The core goals of this internships are following:
- Getting used to the concepts and limitations of web scraping with the following tutorial
- Getting used to Lookyloo by writing test cases using the testing page, and expanding the examples is necessary
- Add a functionality in Lookyloo to let the user pass a proxy when making a capture in order to compare captures made from different locations
- Write a report explaining the findings made along the way
Proxy feature
Websites will often be very different depending on the origin of the visitor. For phishing websites it will often mean that the visitor will either be redirected to he page of a service used in their country, or to something legitimate if the attacker is specifically targeting victims in a specific place. For websites using ads networks, it will impact the bidding process and the ads shown to the user will be completely different.
The goal of this feature is as follow:
- Allow a user of Lookyloo to pass the proxy configuration from the capture page to the service doing the capture (splash, see below for references)

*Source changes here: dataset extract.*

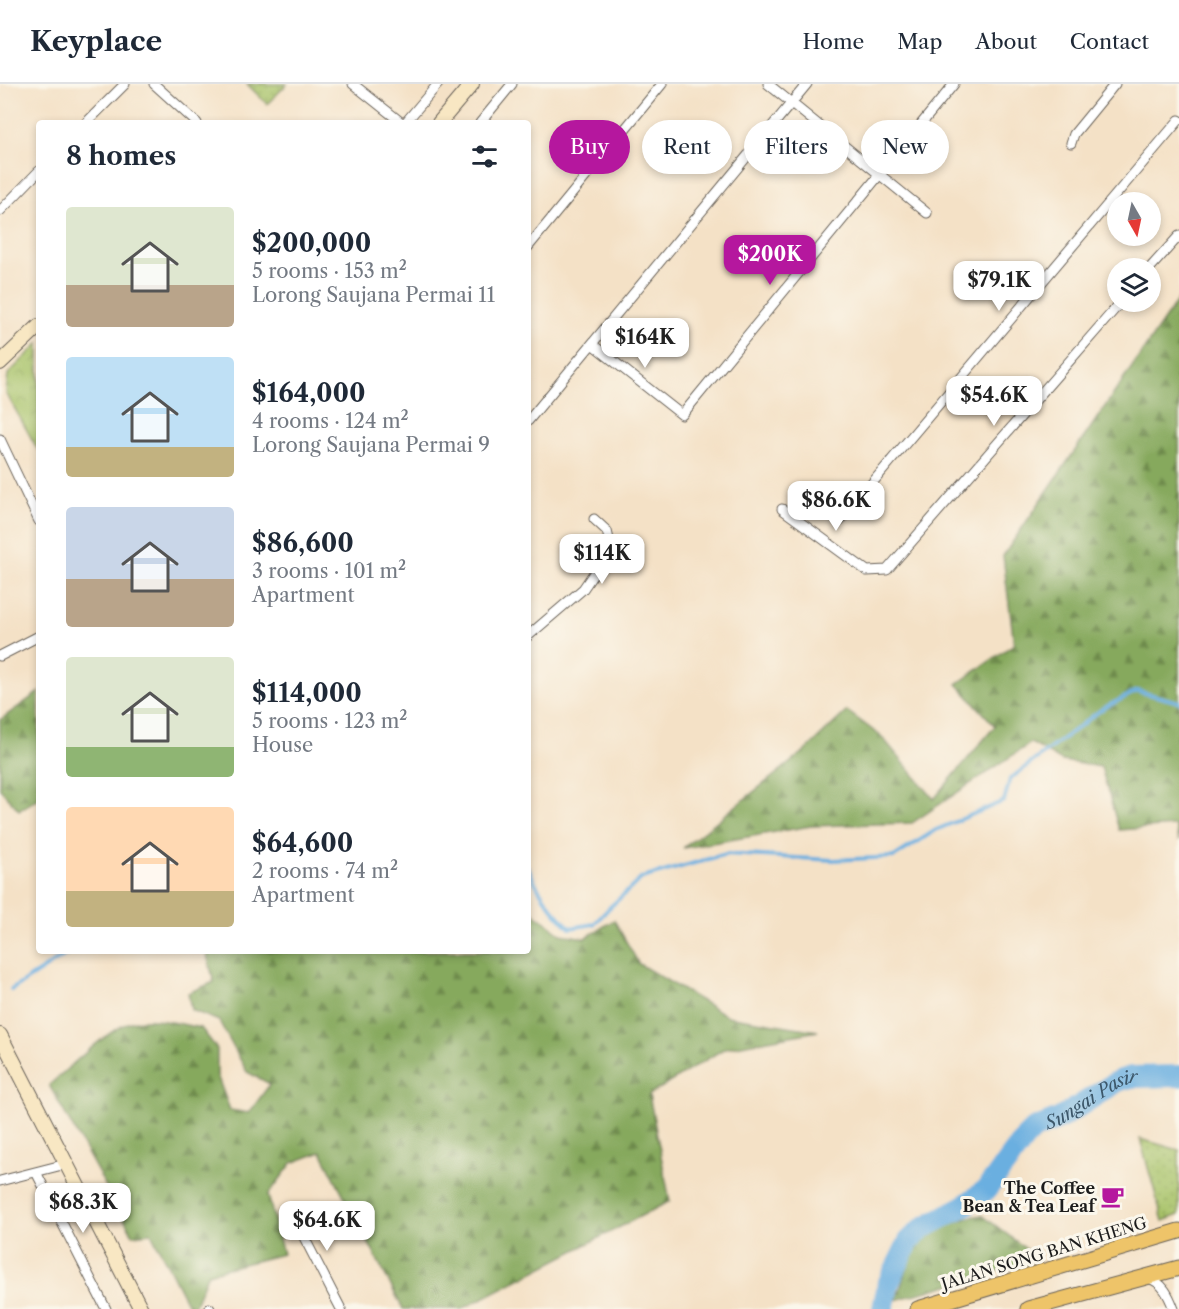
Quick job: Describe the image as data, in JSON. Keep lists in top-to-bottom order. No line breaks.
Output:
{"streets":{"main road":["JALAN SONG BAN KHENG"]},"water":["Sungai Pasir"],"places":{"cafe":["The Coffee Bean & Tea Leaf"]},"north":"bottom","page":{"header":"Keyplace","nav":["Home","Map","About","Contact"],"chip":["Buy","Rent","Filters","New"],"heading":"8 homes","list":[{"name":"$200,000","note":"5 rooms · 153 m² · Lorong Saujana Permai 11"},{"name":"$164,000","note":"4 rooms · 124 m² · Lorong Saujana Permai 9"},{"name":"$86,600","note":"3 rooms · 101 m² · Apartment"},{"name":"$114,000","note":"5 rooms · 123 m² · House"},{"name":"$64,600","note":"2 rooms · 74 m² · Apartment"}],"price":["$200K","$79.1K","$164K","$54.6K","$86.6K","$114K","$68.3K","$64.6K"]}}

- Make sure every requests are using the proxy
- If everything is working as expected, make it possible for the administrator of a Lookyloo instance to setup a list of proxies that can be picked from the capture page
Write up if the findings
Web technologies are extremely versatile, allowing the developers to do a lot of extremely odd things. Many of them are untangled by Lookyloo and the libraries used in the project, and some of them are in the testing page but all the techniques are poorly documented.
Writing a report describing the techniques used by attackers, but also by legitimate(-ish) services in order to track their users would be a great contribution to privacy research in general.

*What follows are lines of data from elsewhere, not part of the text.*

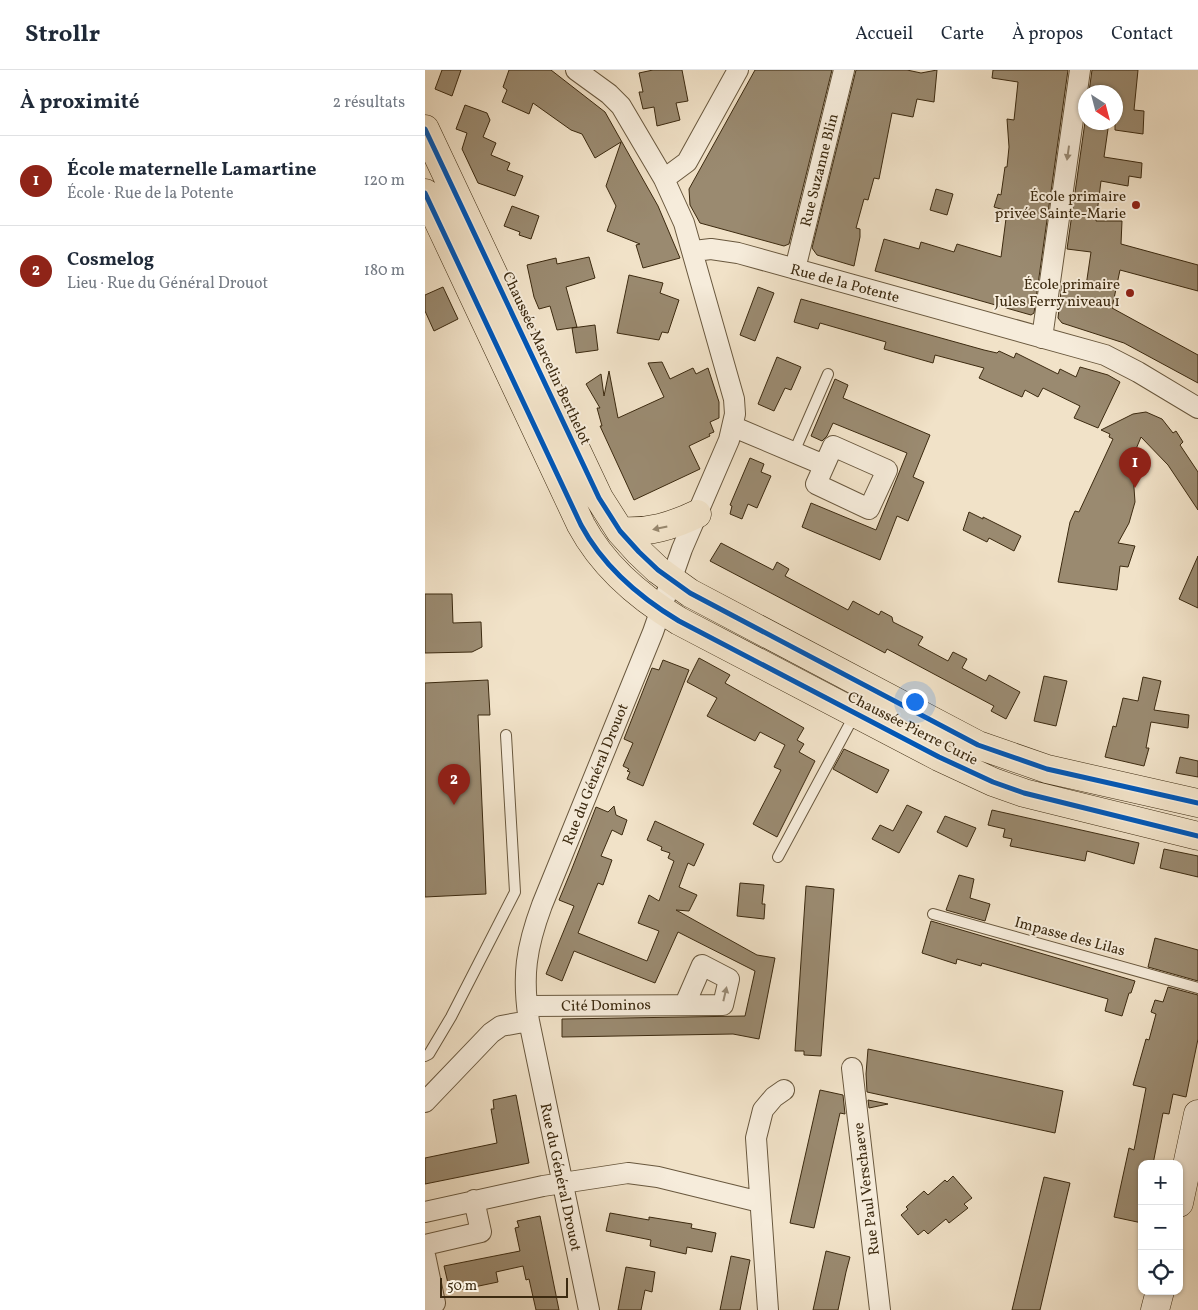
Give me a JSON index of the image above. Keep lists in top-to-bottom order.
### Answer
{
  "streets": {
    "main road": ["Chaussée Marcelin Berthelot", "Chaussée Pierre Curie"],
    "street": [
      "Rue Suzanne Blin",
      "Rue de la Potente",
      "Rue du Général Drouot",
      "Cité Dominos",
      "Rue Paul Verschaeve"
    ],
    "lane": ["Impasse des Lilas"]
  },
  "crossings": [
    ["Rue Suzanne Blin", "Rue de la Potente"],
    ["Rue de la Potente", "Rue du Général Drouot"],
    ["Chaussée Marcelin Berthelot", "Chaussée Pierre Curie"],
    ["Chaussée Marcelin Berthelot", "Rue du Général Drouot"],
    ["Chaussée Pierre Curie", "Rue du Général Drouot"],
    ["Rue du Général Drouot", "Cité Dominos"]
  ],
  "places": ["École primaire privée Sainte-Marie", "École primaire Jules Ferry niveau 1"],
  "scale_bar": "50 m",
  "north": "bottom right",
  "page": {
    "header": "Strollr",
    "nav": [
      "Accueil",
      "Carte",
      "À propos",
      "Contact"
    ],
    "heading": ["À proximité", "2 résultats"],
    "list": [
      {
        "mark": "1",
        "name": "École maternelle Lamartine",
        "note": "École · Rue de la Potente",
        "value": "120 m"
      },
      {
        "mark": "2",
        "name": "Cosmelog",
        "note": "Lieu · Rue du Général Drouot",
        "value": "180 m"
      }
    ],
    "pins": ["1", "2"],
    "map_buttons": ["+", "−"],
    "scale": "50 m"
  }
}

Current status of the project
Lookyloo connects together a few tools in a consistent manner:
- Scrapy, a webcrawling framework (Python).
- Splash, a webservice used for rendering the website and generating the HTTP Archive (HAR) file (runs in a docker).

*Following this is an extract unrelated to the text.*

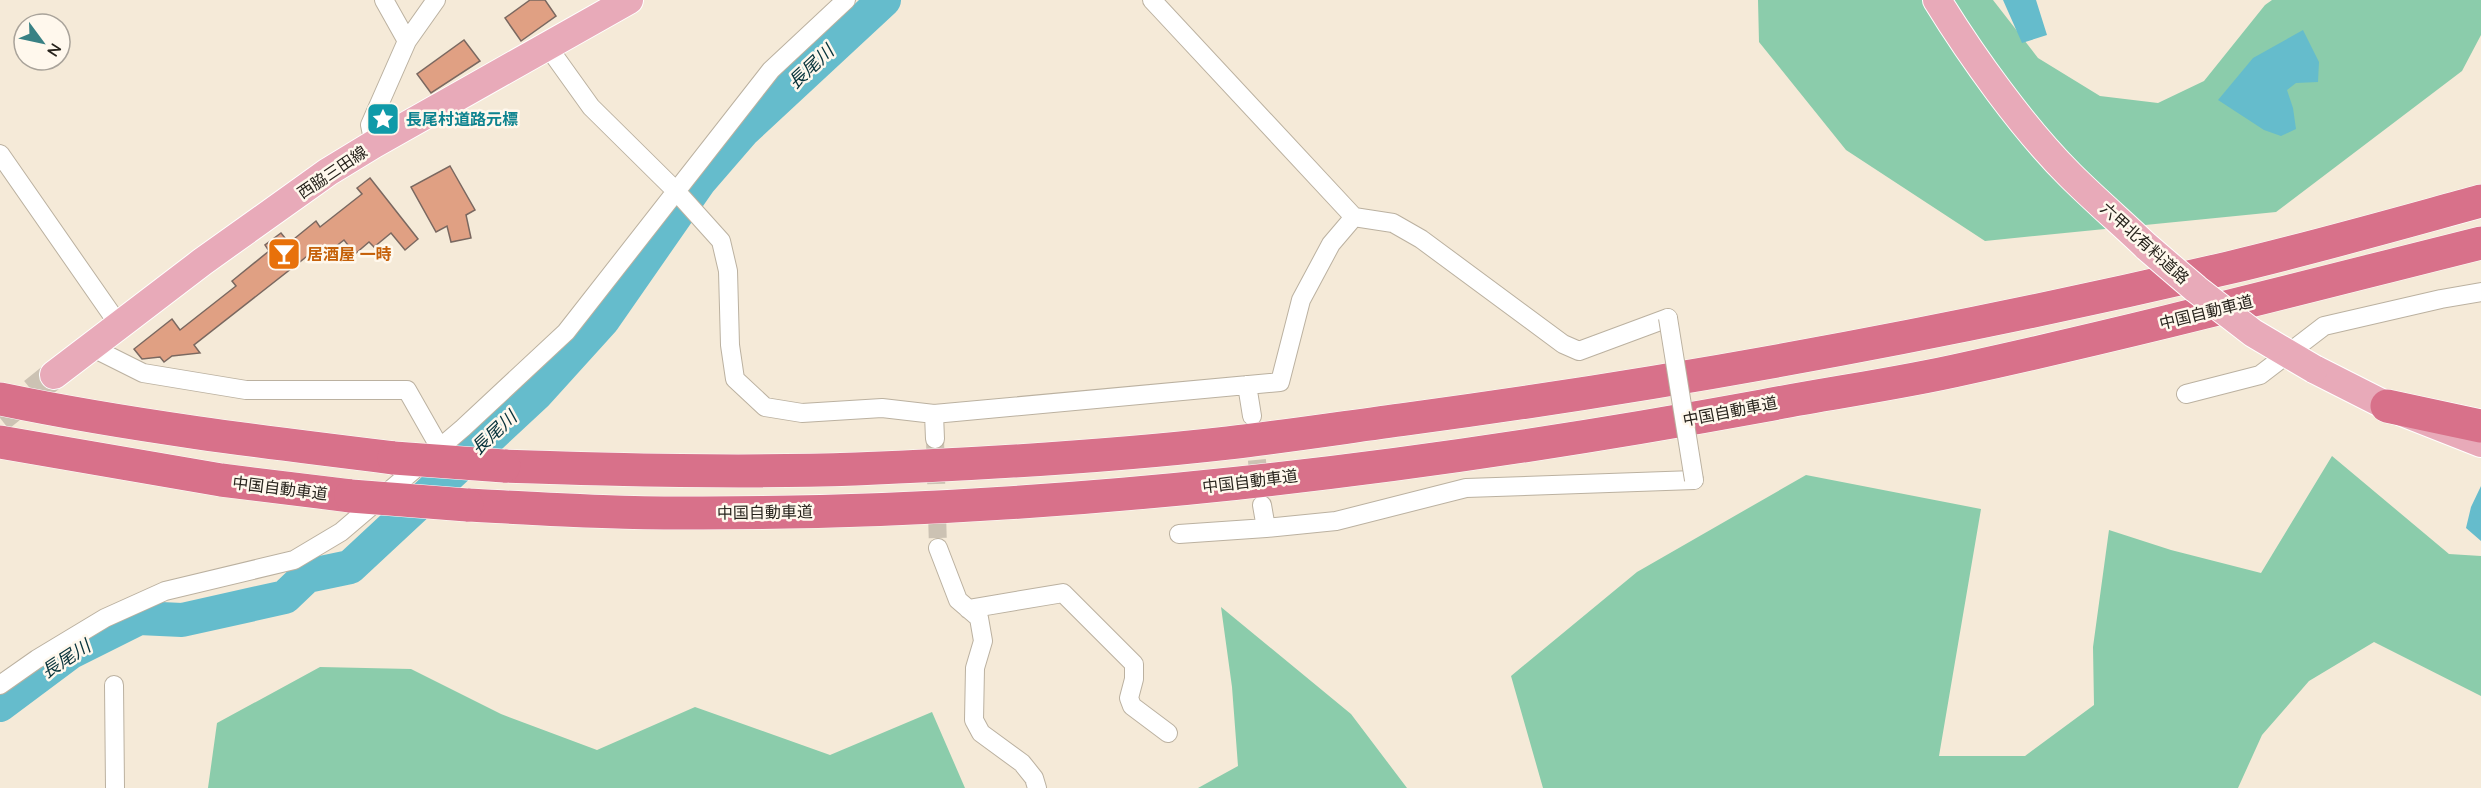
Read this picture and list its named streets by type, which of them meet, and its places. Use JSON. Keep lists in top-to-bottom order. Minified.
{"streets":{"highway":["中国自動車道"],"main road":["西脇三田線","六甲北有料道路"]},"water":["長尾川"],"places":{"place":["長尾村道路元標"],"bar":["居酒屋 一時"]},"north":"bottom right"}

- ETE Toolkit, a Python framework for the analysis and visualization of (phylogenetic) trees (Python).
-
D3JS, for the visualisation of the tree in the browser (JavaScript).
- ScrapySplashWrapper, a simplistic library relying on scrapy to filter out the ressources to open on the website to investigate. Then, it queries Splash, format and returns the data generated by it (Python 3.7+).
- har2tree, a library that generates an ETE Toolkit tree from the HAR file, and other data returned by Splash (Python 3.7+)
- Lookyloo glues all the parts together (Python 3.7+, Javacript, CSS, HTML). Note that the webserver used is flask
The current code is stable but needs a lot of improvements in order to support the required features.
Your task is to understand the code and interfaces to other services and bring the code to the next level.
Your work will be part of the daily activities of CIRCL and for countless people doing lookups against our web service.
If this is a challenge you like to accept, talk to us!
Qualification
- Must be an EU citizen with a valid work permit in Luxembourg
- Must be eligible for a student internship in the field of information security and/or computer science
- Must have a high-level of ethics due to the nature of the work
- Must be fluent in English, Unix, git, and Python. JavaScript and web development in general would be a plus.
- Contributions performed under this internship will be released as free software
How to apply
The application package must include the following:
- A resume in ASCII text format
- A motivation letter why you are interested in the internship
The package is to be sent to info(@)circl.lu indicating reference internship-lookyloo-02.
Application deadline
The deadline for the application is the 15th of March 2021. Applications received after the deadline will not be considered.
Classification of this document
TLP:WHITE information may be distributed without restriction, subject to copyright controls.